チャイナプラス2024ではマクセルの発泡成形技術「RIC-FOAM(*1)」および軽量化と高強度化を実現する応用技術、またそれらを用いた複数のサンプルの展示を行います。
マクセルは、これからも新しい価値を提供することにより、持続可能な社会の実現に向けて貢献していきます。

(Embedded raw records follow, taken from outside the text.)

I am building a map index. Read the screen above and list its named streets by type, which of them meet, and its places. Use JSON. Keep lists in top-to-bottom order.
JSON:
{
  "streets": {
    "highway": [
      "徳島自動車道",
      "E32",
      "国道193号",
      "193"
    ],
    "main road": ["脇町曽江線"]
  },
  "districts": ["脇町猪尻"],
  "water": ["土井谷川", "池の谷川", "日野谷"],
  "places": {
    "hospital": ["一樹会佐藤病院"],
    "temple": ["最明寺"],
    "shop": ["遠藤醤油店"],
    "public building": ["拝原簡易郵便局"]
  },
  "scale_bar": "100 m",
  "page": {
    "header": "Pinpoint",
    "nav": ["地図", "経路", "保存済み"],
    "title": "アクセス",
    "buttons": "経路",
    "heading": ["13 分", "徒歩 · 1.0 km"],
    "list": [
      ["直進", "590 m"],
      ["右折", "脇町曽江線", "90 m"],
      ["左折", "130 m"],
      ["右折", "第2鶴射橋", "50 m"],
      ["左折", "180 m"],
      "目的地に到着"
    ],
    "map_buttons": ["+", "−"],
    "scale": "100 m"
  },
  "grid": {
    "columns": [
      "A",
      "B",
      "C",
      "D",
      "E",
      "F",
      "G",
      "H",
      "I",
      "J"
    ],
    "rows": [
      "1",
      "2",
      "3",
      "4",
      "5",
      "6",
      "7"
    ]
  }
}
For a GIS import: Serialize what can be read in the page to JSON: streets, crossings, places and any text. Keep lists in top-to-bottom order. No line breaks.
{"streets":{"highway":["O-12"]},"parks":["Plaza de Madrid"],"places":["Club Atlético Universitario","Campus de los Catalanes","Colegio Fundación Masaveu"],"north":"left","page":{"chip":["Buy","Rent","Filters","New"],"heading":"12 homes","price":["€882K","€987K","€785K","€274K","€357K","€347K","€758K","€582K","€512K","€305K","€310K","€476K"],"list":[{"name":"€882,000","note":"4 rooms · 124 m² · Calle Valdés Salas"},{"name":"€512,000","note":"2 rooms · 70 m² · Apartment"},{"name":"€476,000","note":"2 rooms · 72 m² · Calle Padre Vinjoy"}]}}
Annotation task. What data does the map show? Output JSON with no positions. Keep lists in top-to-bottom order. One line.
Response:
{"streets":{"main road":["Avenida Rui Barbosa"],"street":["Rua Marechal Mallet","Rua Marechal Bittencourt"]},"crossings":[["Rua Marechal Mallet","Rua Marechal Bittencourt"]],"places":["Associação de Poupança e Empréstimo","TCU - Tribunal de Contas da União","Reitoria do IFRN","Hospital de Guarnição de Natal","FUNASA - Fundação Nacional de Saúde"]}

*1 RIC-FOAM:RIC-FOAMは、Resilient & Innovative Cellular Foamを示したマクセルの登録商標です。
■チャイナプラス2024 公式ホームページ
https://www.chinaplasonline.com/
■商標
記載されている会社名、製品名は、それぞれの会社の商標または登録商標です。
■製品および出展に関するお問い合わせ先
マクセル株式会社 新事業統括本部
お問い合わせフォーム:
https://biz.maxell.com/ja/inquiry_form_input5.html
以上
【添付資料】
■発泡させていない樹脂成形、通常発泡成形、部分発泡成形イメージ
■部分発泡の効果
金型内におけるガス流通の制御と製品設計、金型設計のシミュレーションにより、狙った箇所のみを部分発泡させます。成形品のヒケやソリが改善され、外観は発泡させていない樹脂同等になります。例えば基材厚みを1mmと薄くした場合、基材厚み3mmの平板に対して、質量は40%削減されますが、5kgの荷重では変形量が低減し、シミュレーション同等の効果が得られることを確認しました。